I could write about how I got scolded by a club for tweeting to them that it was difficult to plan private parties there. They asked me to take it down, and then offered me complimentary VIP and champagne... I got what I wanted, and if it took abusing social media to get it, then that's fine with me. The manager is a huge dickhole, anyways, and I don't play that game. People really should know better than to test a hot-headed Italian girl.
Instead, I think I'll write about something positive that I think a lot of you guys can relate to. I've recently been working with a woman in my college who is the Assistant Director of Development, which means she works with my university's foundation to raise money for special programs and scholarships. While I go to a very large public university, I'm in the honors college there, which is very small. Everyone knows everyone, including the staff and faculty. Last year, the honors college started a senior giving campaign to encourage about-to-be-alumni to pledge $100 over the next five years to the college. A simple $20 a year from each student can do wonders for leadership conferences, luncheons with big-time executive speakers, sholarships to study abroad, and all the other things most of my peers don't realize come from philanthropic donations. While I go to a public university, only about 25% of our funding comes from the government. That leaves a lot of gaps. I was even more surprised to find that, since my university is also relatively "up and coming," only 1% of alumni donate back to their alma mater.

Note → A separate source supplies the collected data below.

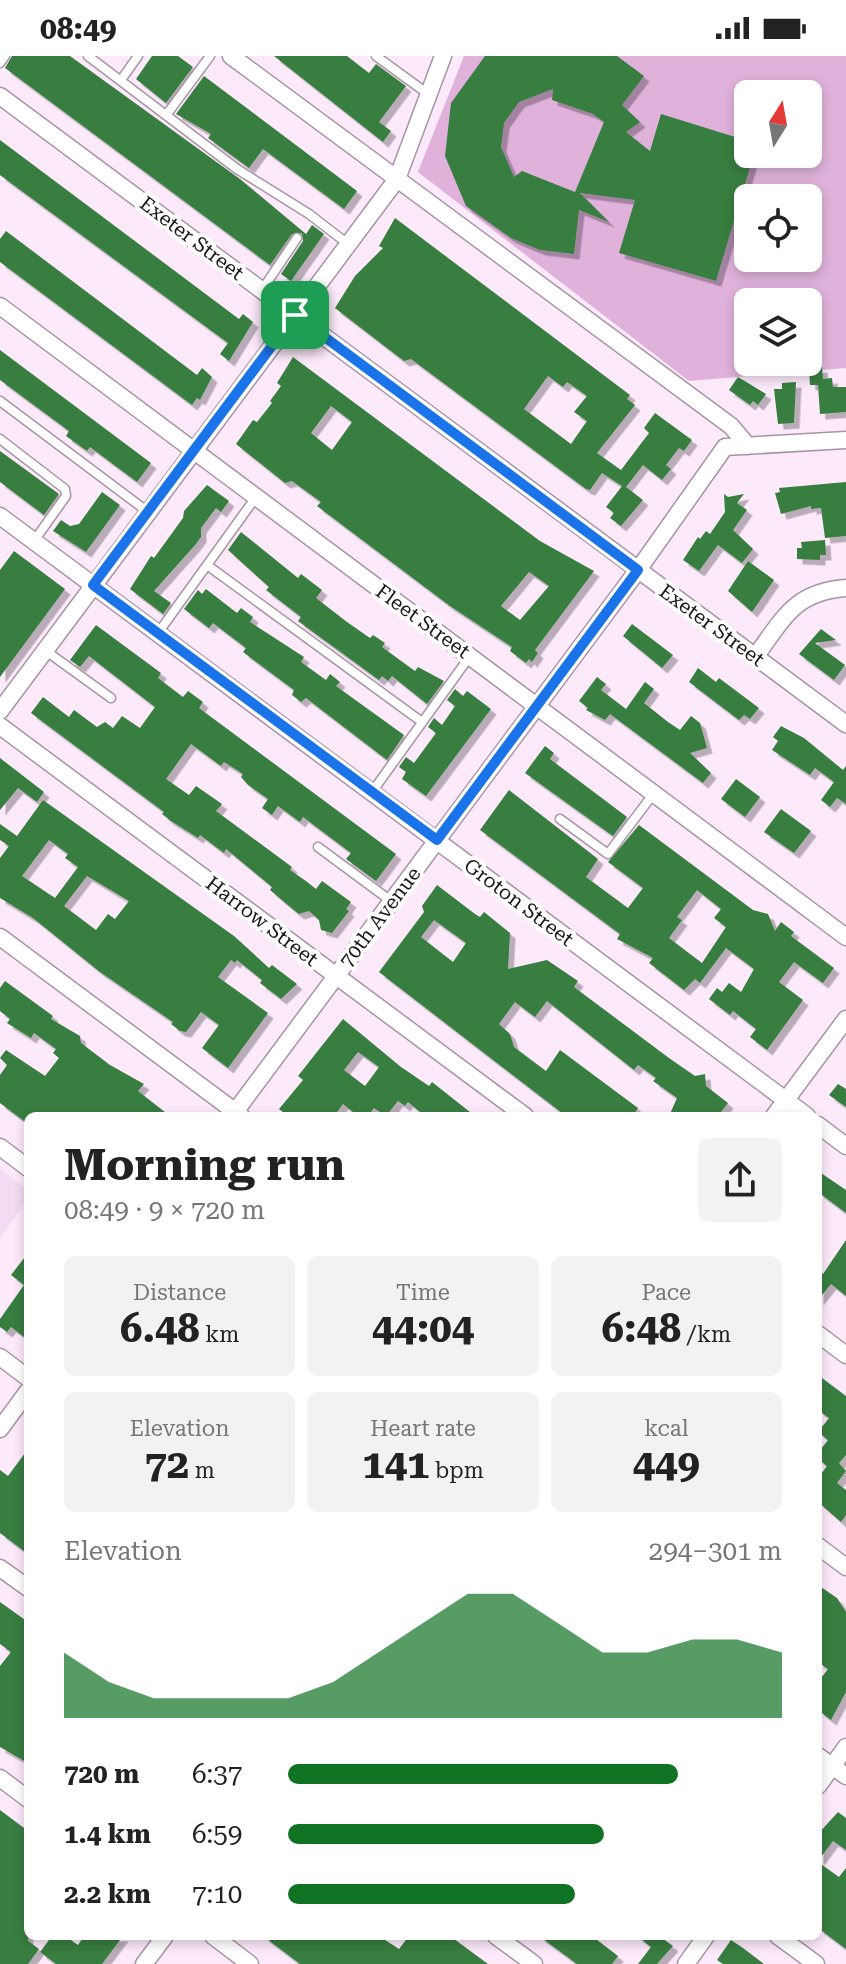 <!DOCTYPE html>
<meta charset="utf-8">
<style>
:root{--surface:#fff;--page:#f2f2f2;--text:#222;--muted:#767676;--accent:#107323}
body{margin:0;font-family:"Roboto Serif",serif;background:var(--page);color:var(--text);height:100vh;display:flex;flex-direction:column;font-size:30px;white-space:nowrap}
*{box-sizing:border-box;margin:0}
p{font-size:26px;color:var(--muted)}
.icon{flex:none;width:44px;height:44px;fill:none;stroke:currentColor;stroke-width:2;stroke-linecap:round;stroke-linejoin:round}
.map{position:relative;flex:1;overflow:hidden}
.drawer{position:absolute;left:24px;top:1056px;width:798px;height:828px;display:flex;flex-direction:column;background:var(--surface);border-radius:12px;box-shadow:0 4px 12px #0003}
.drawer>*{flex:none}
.needle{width:52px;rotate:11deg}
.buttons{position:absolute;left:734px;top:24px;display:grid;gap:16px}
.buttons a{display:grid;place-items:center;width:88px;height:88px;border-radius:12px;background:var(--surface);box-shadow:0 4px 12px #0003;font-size:40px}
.pin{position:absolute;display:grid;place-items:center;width:68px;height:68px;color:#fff;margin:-34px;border-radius:16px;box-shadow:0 4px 12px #0006}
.round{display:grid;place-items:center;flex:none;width:84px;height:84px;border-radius:12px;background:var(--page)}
.head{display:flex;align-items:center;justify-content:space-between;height:136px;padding:0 40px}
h1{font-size:44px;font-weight:700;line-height:60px}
.figures{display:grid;grid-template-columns:repeat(3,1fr);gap:12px;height:136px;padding:8px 40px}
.figures div{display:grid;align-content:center;border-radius:12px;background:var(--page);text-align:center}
.figures b{font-size:40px;font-weight:700}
.figures small{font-size:22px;font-weight:400}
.figures p{font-size:22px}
.chart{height:224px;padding:16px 40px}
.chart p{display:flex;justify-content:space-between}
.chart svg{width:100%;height:144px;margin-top:8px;fill:var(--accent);opacity:.7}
ul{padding:0 40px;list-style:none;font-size:26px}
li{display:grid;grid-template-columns:128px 96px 1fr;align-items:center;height:60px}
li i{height:20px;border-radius:10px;background:var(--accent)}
.status{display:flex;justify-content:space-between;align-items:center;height:56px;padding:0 40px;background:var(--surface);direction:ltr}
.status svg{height:22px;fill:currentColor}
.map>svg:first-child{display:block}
.built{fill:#f4dbf2}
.green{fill:#dfb1db;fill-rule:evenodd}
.building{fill:#397e3f;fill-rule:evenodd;filter:url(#shadow)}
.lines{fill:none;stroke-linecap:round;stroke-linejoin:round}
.lane-casing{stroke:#a695a4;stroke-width:11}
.street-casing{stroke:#a695a4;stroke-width:19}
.lane{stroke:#fff;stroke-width:8}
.street{stroke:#fff;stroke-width:16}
.route-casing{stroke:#fff;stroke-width:16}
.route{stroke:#1a73e8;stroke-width:10}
.labels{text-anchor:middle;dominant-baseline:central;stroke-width:8;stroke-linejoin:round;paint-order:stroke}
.street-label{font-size:20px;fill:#1b151a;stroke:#fdfdfd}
</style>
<div class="status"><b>08:49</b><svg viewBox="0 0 49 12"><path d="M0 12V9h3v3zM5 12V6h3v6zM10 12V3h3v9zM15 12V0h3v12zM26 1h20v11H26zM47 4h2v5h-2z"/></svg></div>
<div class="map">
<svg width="846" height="1908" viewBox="0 0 846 1908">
<defs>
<filter id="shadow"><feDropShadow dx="5.5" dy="5.5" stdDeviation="0" flood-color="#0004"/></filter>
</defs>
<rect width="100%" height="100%" fill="#fce9fa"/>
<path class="built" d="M0 1113 28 1134V1143L0 1182Z"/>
<path class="green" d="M464 0H846V312L689 325 418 116ZM748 38H808V98H748ZM748 142H808V202H748ZM748 246H808V306H748Z"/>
<path class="building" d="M12 0H70L240 123 306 178 312 169 324 178 291 225 281 218 303 185 302 177 292 178 270 209 5 12Z
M152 0H178L193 11 166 47 136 23Z
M274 0H347L369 17 376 8 406 30 379 66 391 75 383 86Z
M485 0H617L644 20 622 49 640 66 626 76 650 95 661 58 748 85V98H754L716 225 619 197 635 144 580 137 609 166 579 154 574 198 540 194 511 182 466 150 445 100 451 47ZM553 33 552 44 593 58 604 66 575 136 522 115 514 121 501 91 504 67 519 46Z
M204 20 357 135 344 153 263 93 249 112 208 82 211 78 176 58Z
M0 84 239 263 243 258 253 266 229 305 220 298 228 287 0 119Z
M395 162 630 339 627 343 635 349 597 397 621 414 649 377 644 372 655 357 692 384 684 395 679 392 666 409 671 413 662 424 643 409 626 431 643 444 621 470 610 462 614 457 606 451 622 430 602 417 590 434 586 433 411 303 404 305 335 252 355 220 383 192 379 190ZM548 320 563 331 567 326 587 340 574 356 587 365 571 388 524 353Z
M6 175 197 319 202 312 212 321 200 344 197 342 192 349 0 206V183Z
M0 294 151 407 137 426 90 391 87 395 66 380 69 375 0 324Z
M293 301 540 485 594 515 535 594 538 597 532 606 529 603 526 607 510 595 512 591 450 550 317 450 321 446 292 425 285 427 236 388 253 364 257 366 272 347 270 345 281 330 277 327ZM331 350 352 366 332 394 311 377ZM529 516 549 530 520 564 501 550Z
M822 311 823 323 832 322 833 331H846V356L820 358 818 329H810L809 312Z
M738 321 766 338 758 349 753 345 750 349 729 334Z
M796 326 794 367 778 368 774 333H782V327Z
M0 395 59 438 44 459 0 426Z
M846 426V480L825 482 821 452 811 453V450L781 458 775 437 780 436 779 432Z
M207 429 229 445 221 456 216 452 201 472V481L196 488 154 535 171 547 163 558 130 533 151 500 154 502 183 462 184 455Z
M102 436 120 449 86 496 53 475 61 464 70 470 79 468Z
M724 438 728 441 744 438 737 447 747 454 733 474 753 493 742 507 718 489 699 515 683 504 698 481 700 483 706 475 710 478 725 456Z
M241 476 298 522 301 518 322 534 316 542 347 566 370 582 373 579 385 587 382 591 415 615 418 611 444 625 427 648 392 620 388 625 382 620 379 624 298 565 301 561 266 534 269 531 228 494Z
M825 484 826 499H820V504L797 503V492H802L801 486Z
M14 495 65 533 0 621V514Z
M748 505 774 524 752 556 728 535Z
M206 533 237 557 241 552 253 561 250 566 304 601 301 606 326 624 330 618 340 626 336 630 404 679 387 704 306 642 301 646 292 639 294 634 243 596 246 592 213 567 209 572 184 553 198 534 202 538Z
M632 568 673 599 662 612 623 580Z
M96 569 161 617 158 622 183 641 188 635 203 646 199 652 396 798 376 825 346 803 351 797 303 761 300 766 278 750 272 759 262 752 268 743 248 729 241 721 243 718 224 706 221 710 191 688 166 723 189 739 196 730 222 748 216 755 292 811 290 814 306 825 316 833 322 825 351 846 346 853 349 855 332 877 321 874 319 864 309 855 299 858 295 855 270 834 272 831 226 793 224 797 200 779 198 782 171 765 162 758 164 756 31 657 43 641 69 661 74 654 97 671 105 666 113 672 122 660 140 672 155 651 89 600 80 611 70 604Z
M821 573 836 584 815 587 845 609 834 624 799 598Z
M698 612 716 626 719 622 759 652 750 663 744 659 739 664 689 626Z
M597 621 606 628 601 634 626 653 645 626 654 633 644 647 668 666 680 674 691 660 700 667 707 692 690 697 711 717 703 727 610 658 605 664 586 654 588 652 579 645Z
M455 633 463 640 467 635 491 653 426 740 402 723 406 716 399 711 406 701 414 707 436 677 428 671 434 662 442 669 455 650 447 644Z
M781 670 804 682 843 714 846 710V748L837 742 830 751 821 744 834 726 815 712 810 719 772 694 778 685 773 681Z
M545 690 554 697 550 703 627 761 613 780 525 717Z
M0 702 44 736 37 746 18 732 0 754Z
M736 723 760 741 745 761 721 743Z
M509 734 598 803 586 821 628 852 643 832 608 806 639 769 753 854 768 858 775 875 781 866 794 876 791 880 834 912 823 927 794 906 779 926 803 944 767 994 750 981 756 973 733 955 730 959 709 943 717 932 722 936 729 927 741 936 754 913 726 892 700 927 695 923 684 934 649 907 653 902 617 883 620 878 480 774ZM697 834 721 853 714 862 726 871 702 907 669 882 682 864 677 861Z
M43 744 234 880 269 912 272 909 297 928 281 943 260 927 262 924 237 904 235 907 231 904 218 921 268 957 228 1012 202 992 219 969 201 956 186 976 180 975 171 968 173 966 100 916 33 862 0 842V802L9 790 0 784V768L17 780ZM49 784 68 798 65 802 78 811 55 842 22 820ZM87 820 129 845 115 863 108 858 96 874 64 850Z
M781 753 811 775 794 797 764 776Z
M437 829 475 858 480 861 484 856 510 877 508 913 547 904 578 925 574 931 669 1002 695 1020 705 1018 706 1030 728 1047 718 1060H669L677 1042 653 1025 656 1022 638 1009 634 1014 547 945 535 961 515 946 499 968 510 978 514 991 546 1015 560 994 638 1052 633 1060H566L379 916 424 856 422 850ZM434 864 466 887 453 906 421 881Z
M5 925 53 960 51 963 80 980 81 987 110 1009 144 1028 138 1035 170 1060H28V1068L0 1047V1019L7 1009 0 1002 6 994 45 1020 59 1002 53 997 56 993 34 977 31 982 7 967 10 963 0 955V932Z
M343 963 401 1011 429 1030 432 1026 475 1060H425L408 1046 405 1050 398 1045 386 1060 374 1052 368 1060H358L343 1048 334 1060H298L292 1056 288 1060 279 1053 303 1024 298 1020ZM358 996 379 1011 365 1030 344 1014Z
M838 1028 846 1033V1051L829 1039Z
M818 1115 846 1134V1157L818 1136Z
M846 1184V1240L831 1228 818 1244V1214L823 1218Z
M28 1197V1284L11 1271 7 1276 0 1271V1263L24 1229 11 1219Z
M818 1319 846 1340V1399L839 1407 846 1415 837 1427 846 1434V1459L841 1466 818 1446V1422L827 1410 818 1403V1397L828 1384 818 1376 829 1362 818 1354Z
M28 1393V1498L0 1477V1414L8 1420Z
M818 1529 837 1542 846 1556V1636L831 1664 818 1654V1626L828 1613 818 1606Z
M0 1546 28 1566V1707L0 1691V1610L11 1596 0 1588Z
M0 1754 28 1775V1885L39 1893 28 1908H0Z
M838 1756 846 1762V1794L833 1785 818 1805V1778Z
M818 1806 839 1821 846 1812V1893L818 1872Z
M52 1880H65L78 1889 84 1880H123L102 1908H56L40 1896Z
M263 1880H379L399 1893 409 1880H450L488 1908H300Z
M539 1880H592L618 1900 612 1908H577Z
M637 1880H659L673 1890 657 1908H638L651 1891Z
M731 1884 743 1892 764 1908H723L717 1904Z"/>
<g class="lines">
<g class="lane-casing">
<path id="lane" d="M88 0 237 113 309 158 348 188
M376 0 428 38
M0 7 5 0
M121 24 138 0
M167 58 210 0
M262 234 297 182
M0 345 148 456
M0 383 65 433 66 440 34 485
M207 509 422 666
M158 577 256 441
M46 595 111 642
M372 736 470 600
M560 763 608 798 654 737
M318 791 391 845"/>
</g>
<g class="street-casing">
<path id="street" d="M231 0 731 370 748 390
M0 40 846 668
M0 250 846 881
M0 460 807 1060
M755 601C784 562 794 536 846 532
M0 655 397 123 443 0
M0 670 525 1060
M0 881 241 1060
M232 1060 638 514 725 391 846 384
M774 1060 846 963
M818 1069 846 1090
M0 1091 28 1112
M818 1278 846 1299
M0 1301 28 1322
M0 1373 28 1335
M818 1490 846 1511
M0 1512 28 1532
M818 1700 846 1720
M0 1722 28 1743
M818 1730 846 1691
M213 1880 250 1908
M496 1880 534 1908
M778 1880 816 1908
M144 1908 165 1880
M686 1908 706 1880"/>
</g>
<use href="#lane" class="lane"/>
<use href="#street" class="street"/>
</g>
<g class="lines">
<g class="route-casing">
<path id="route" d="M295 259 638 514 437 784 93 529Z"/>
</g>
<use href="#route" class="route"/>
</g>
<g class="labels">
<g class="street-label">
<text transform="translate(192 182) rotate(37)">Exeter Street</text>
<text transform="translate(423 565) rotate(36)">Fleet Street</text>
<text transform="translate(712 569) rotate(36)">Exeter Street</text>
<text transform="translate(519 846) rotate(37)">Groton Street</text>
<text transform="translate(380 861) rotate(-53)">70th Avenue</text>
<text transform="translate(262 865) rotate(37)">Harrow Street</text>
</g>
</g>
</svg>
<div class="buttons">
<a><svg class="needle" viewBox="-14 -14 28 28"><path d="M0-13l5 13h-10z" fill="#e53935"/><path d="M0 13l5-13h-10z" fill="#767676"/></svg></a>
<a><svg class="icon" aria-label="locate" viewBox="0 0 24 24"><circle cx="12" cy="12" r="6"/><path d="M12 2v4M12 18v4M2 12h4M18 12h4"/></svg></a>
<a><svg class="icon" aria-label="layers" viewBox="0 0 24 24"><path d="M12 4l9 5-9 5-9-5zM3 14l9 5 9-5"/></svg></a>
</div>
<div class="pin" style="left:295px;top:259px;background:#1e9e55"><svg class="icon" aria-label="arrive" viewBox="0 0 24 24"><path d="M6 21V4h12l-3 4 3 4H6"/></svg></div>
<section class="drawer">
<div class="head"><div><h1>Morning run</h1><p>08:49 · 9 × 720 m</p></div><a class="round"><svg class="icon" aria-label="share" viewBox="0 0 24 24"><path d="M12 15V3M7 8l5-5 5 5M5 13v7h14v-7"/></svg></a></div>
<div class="figures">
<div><p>Distance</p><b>6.48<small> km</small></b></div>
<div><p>Time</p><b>44:04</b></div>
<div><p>Pace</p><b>6:48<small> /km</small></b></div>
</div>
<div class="figures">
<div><p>Elevation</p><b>72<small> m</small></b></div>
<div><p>Heart rate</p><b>141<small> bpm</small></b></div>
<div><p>kcal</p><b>449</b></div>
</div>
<div class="chart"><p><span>Elevation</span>294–301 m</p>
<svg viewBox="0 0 160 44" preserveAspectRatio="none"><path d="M0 44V24L10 33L20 38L30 38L40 38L50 38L60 33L70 24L80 15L90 6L100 6L110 15L120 24L130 24L140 20L150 20L160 24V44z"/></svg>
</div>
<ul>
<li><b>720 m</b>6:37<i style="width:79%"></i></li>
<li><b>1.4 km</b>6:59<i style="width:64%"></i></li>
<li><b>2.2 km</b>7:10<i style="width:58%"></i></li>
</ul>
</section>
</div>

I know that a lot of us are constantly being asked to donate to some cause or another. Some, we may have a personal connection with. Others, we might dismiss as our money is needed more in other areas. But every college graduate should have a respect for their education, their hard work, and the university that helped them achieve it. After all, we chose that school. Sure, that $20 could buy me new summer sandals or a great night out downtown, or pay my bills, my sorority dues, buy me groceries...but it could also go to help give other students the same wonderful opportunities I had that made college the best 4 years of my life.
So, the next time you get a donation card in the mail, or someone from your university contacts you about giving back, I urge you to just consider it. Education is what keeps our world turning, and we should all be able to say we helped push.